Guest Author Bird & Bird, Anna Shashina, Partner

On March 1, 2021, substantial amendments to the Russian Federal Law on Personal Data (No. 152-FZ), implemented on July 27, 2006, came into effect (“Amendments”). The Amendments change the rules on processing of publicly disseminated personal data and affect businesses that publish or use personal data on the internet. In particular, employers who publish employee personal data on a website need to examine the Amendments and implement new consent requirements. Data subjects now have wider powers to control and authorize the processing of their data in the public domain. Data subjects also have a right to request that data operators that are disseminating their data (and any company down the data processing chain) cease transferring such data.
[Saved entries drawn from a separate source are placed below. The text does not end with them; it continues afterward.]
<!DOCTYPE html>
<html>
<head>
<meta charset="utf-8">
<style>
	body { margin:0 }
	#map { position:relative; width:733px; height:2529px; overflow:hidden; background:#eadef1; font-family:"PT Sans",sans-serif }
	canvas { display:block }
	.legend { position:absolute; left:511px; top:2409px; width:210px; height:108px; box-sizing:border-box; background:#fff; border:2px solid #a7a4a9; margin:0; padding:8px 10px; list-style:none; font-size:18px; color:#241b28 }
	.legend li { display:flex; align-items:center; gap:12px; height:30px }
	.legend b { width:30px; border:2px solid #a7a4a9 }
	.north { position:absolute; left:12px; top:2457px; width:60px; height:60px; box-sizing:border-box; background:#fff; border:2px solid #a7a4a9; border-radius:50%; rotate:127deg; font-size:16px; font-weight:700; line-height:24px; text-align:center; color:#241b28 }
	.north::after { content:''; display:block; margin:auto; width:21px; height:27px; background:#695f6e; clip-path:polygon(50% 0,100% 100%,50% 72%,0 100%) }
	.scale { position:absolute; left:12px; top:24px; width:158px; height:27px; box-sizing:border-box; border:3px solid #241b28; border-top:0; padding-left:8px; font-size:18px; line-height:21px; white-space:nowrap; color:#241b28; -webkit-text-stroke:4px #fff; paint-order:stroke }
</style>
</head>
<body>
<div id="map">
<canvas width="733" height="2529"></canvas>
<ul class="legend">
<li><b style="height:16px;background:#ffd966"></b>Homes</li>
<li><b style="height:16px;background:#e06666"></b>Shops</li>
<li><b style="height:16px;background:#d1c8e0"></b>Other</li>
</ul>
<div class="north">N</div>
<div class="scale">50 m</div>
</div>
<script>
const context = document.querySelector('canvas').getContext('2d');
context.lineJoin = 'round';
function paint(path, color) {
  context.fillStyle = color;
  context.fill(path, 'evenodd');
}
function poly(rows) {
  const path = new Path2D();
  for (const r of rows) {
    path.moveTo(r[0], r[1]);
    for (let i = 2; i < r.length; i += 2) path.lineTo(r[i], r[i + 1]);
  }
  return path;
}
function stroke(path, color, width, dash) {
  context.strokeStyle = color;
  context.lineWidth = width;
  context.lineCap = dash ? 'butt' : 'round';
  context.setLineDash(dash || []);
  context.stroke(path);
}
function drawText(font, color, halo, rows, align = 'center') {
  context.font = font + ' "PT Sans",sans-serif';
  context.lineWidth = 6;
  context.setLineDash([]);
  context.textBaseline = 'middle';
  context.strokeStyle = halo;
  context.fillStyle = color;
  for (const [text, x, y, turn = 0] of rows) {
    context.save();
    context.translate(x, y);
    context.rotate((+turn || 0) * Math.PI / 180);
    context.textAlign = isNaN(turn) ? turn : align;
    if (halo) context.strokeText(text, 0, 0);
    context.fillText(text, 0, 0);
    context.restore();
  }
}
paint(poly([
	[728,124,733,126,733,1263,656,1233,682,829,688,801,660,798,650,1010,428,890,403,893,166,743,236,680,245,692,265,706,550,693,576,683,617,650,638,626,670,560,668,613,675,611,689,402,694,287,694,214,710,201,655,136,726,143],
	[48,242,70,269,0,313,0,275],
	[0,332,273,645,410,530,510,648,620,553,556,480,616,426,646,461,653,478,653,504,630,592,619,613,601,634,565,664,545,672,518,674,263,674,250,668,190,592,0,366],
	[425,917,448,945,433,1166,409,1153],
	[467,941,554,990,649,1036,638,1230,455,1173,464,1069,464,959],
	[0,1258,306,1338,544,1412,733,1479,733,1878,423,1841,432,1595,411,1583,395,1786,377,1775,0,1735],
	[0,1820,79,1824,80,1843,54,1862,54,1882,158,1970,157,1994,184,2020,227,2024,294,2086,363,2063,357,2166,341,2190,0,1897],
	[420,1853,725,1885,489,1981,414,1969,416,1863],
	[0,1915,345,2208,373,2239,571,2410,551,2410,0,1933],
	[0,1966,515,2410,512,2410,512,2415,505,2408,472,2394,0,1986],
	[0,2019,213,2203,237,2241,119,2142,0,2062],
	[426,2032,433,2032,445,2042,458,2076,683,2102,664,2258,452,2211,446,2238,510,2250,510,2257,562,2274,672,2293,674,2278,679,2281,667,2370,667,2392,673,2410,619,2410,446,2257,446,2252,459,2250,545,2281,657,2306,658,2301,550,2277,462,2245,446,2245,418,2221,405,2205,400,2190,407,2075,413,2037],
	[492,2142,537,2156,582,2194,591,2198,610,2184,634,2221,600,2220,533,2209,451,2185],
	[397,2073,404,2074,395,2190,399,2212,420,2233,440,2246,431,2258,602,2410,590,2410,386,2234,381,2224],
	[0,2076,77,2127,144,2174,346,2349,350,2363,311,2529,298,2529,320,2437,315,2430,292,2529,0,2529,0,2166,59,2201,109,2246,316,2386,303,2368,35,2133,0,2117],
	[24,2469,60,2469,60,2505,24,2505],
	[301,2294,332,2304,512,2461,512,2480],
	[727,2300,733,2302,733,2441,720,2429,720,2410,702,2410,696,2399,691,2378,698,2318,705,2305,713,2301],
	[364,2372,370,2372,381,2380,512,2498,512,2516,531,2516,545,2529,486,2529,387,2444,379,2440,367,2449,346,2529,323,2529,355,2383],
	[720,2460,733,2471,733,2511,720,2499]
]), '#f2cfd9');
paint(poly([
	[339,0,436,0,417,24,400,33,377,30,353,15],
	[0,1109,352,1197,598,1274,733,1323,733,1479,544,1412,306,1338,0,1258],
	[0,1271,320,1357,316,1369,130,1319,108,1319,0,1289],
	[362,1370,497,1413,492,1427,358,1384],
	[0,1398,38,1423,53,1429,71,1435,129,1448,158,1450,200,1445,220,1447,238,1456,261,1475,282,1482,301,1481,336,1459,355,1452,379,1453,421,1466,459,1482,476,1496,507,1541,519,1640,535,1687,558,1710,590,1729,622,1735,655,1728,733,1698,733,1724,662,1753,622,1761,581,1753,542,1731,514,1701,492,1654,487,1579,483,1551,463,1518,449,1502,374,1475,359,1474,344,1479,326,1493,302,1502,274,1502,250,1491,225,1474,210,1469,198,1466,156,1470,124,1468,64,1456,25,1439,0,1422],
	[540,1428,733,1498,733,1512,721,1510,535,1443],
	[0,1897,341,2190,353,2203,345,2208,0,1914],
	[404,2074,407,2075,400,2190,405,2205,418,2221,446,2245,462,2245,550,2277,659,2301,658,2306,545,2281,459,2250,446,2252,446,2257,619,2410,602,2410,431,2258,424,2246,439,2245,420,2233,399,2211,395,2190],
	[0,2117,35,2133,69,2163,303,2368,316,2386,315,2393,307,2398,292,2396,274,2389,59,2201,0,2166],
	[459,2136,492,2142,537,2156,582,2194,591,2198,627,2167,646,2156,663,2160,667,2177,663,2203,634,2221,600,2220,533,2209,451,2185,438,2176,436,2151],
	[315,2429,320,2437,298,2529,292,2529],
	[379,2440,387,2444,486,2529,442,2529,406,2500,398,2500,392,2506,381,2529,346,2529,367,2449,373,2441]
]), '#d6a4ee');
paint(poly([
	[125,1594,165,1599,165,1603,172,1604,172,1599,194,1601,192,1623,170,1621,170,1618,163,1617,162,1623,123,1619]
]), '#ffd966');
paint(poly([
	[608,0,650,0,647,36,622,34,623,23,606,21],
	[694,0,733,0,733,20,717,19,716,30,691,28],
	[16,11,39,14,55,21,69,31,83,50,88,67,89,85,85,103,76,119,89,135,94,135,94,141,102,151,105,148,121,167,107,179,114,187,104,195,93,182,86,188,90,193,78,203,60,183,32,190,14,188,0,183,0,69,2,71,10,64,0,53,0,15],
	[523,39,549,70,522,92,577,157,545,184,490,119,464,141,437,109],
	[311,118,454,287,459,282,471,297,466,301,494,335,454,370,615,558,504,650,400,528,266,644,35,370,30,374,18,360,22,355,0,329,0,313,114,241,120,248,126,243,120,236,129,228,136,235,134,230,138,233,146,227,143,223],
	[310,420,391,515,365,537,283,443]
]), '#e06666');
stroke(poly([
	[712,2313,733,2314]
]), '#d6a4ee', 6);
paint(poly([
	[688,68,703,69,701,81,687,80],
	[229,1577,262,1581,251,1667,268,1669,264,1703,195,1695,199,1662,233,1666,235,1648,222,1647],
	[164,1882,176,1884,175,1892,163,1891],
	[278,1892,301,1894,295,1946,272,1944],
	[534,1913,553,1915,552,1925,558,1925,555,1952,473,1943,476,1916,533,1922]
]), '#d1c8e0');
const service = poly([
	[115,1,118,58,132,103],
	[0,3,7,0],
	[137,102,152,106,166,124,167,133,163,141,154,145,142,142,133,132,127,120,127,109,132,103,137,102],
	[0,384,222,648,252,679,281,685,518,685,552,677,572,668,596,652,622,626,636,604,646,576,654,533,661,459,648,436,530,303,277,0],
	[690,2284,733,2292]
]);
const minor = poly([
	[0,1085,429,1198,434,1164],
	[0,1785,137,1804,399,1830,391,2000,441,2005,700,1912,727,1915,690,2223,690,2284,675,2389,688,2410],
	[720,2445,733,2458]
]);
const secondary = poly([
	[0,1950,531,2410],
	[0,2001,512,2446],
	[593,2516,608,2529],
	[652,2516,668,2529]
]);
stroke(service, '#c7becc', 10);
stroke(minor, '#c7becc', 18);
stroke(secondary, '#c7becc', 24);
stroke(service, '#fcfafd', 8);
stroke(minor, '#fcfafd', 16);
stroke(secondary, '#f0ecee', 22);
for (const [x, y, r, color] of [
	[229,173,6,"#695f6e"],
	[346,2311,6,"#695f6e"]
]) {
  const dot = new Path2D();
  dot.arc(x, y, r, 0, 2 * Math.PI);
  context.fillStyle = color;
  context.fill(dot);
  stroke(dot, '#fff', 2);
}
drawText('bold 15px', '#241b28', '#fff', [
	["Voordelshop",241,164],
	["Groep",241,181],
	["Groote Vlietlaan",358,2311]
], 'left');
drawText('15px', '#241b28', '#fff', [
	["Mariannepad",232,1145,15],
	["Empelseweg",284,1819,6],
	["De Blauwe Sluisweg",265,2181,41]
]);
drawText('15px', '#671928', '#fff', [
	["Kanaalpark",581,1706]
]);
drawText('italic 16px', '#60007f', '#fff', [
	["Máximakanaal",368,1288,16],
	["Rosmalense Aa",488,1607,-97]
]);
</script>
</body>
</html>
What Are the Key Amendments?

  1. The Amendments remove “processing of personal data the unlimited access to which is granted by the data subject or at data subject’s request (publicly accessible personal data)” as a legitimate ground for data processing. This ground had allowed the processing of personal data without a data subject’s consent.
  2. There is a new definition of “personal data which is permitted by the data subject for dissemination” (“Publicly Disseminated Data” or “PDD”). PDD means personal data that the general public can access on the basis of the data subject’s consent granted in the manner prescribed by the Amendments.
  3. A data subject may provide consent to PDD processing directly to the data operator wishing to disseminate the data or via the Russian DPA’s information system, which records the data subjects’ consents and data processing restrictions. The Russian DPA has yet to publish the regulation on such information system.
  4. The data operator has an obligation to publish the terms of and prohibitions on PDD processing by the general public within three working days of obtaining the data subject’s consent.
  5. Where the data subject discloses his or her personal data to the general public without granting consent to the data operator, then the obligation to prove the legality of the subsequent dissemination or other processing of such personal data resides with each company and/or individual who disseminates or otherwise processes such personal data.

What Are the Requirements for the Data Subject’s Consent, and Are They in Line With the GDPR Requirements?

The requirements for consent to PDD processing are generally in line with the General Data Protection Regulation (“GDPR”) with some deviations. The Russian DPA has also issued draft requirements regarding the content of consent for the processing of PDD (“Draft DPA Requirements”), which are not yet in final form and which we summarized below:

Consent to PDD Processing Requirements: Russia GDPR
Specific and informed Yes Yes
Unambiguous Yes—affirmative opt-in methods include: (i) via the information system of the data operator; (ii) information system of the Russian DPA; or (iii) in writing with wet or electronic signature.  Yes—wider options to obtain consent than under the Draft DPA Requirements
Not bundled with the other data processing consents Yes Yes
Provide for the data operator’s identity and the purpose(s) of processing Yes Yes
Set out the purpose of each of the processing operations for which consent is sought No Yes
Provide for the data subject’s identity Yes No
Enable the data subject to choose the personal data for dissemination Yes—detailed list is required Yes—type of data is sufficient
Terms and prohibitions of PDD processing Yes—the data subject has the right to: (i) prohibit the dissemination to the general public and/or the provision to specific companies/individuals; (ii) prohibit processing (except for providing access) of PDD by the general public after such data publication; and/or (iii) set out the terms of the processing (except in relation to obtaining access) of personal data by the general public. The data operator shall provide the data subject with an option to introduce prohibitions on and terms of processing in relation to detailed sub-categories of personal data. No
Term of consent Yes—precise term of the consent’s validity is required under the Draft DPA Requirements No
Internet resources for PDD Yes—websites and/or webpages on which PDD is made publicly available to be listed under the Draft DPA Requirements No
Indicate in consent the existence of the right to withdraw consent No Yes

Does a Data Subject Have a Right to Revoke Consent?

The data subject has a right to revoke consent to the processing of PDD at any time, which is in line with the consent revocation right available prior to the Amendments coming into effect.

A data subject’s request to revoke consent should include the full name of the data subject, contact details, and the list of personal data being processed that should cease being processed. The data operator should cease the transfer of the PDD, including disseminating it and providing the data and any access to it after receiving the data subject’s request.

What Are the Sanctions for Noncompliance With the Amendments?

The Amendments do not introduce new sanctions for non-compliance. This means that the general data protection offences will apply. Non-compliance with the new requirements on PDD processing may amount to administrative fines for personal data processing without a legitimate ground envisaged by the Russian privacy legislation. An explanatory note to the draft Amendments that was provided by the legislation also refers to the above data protection offence.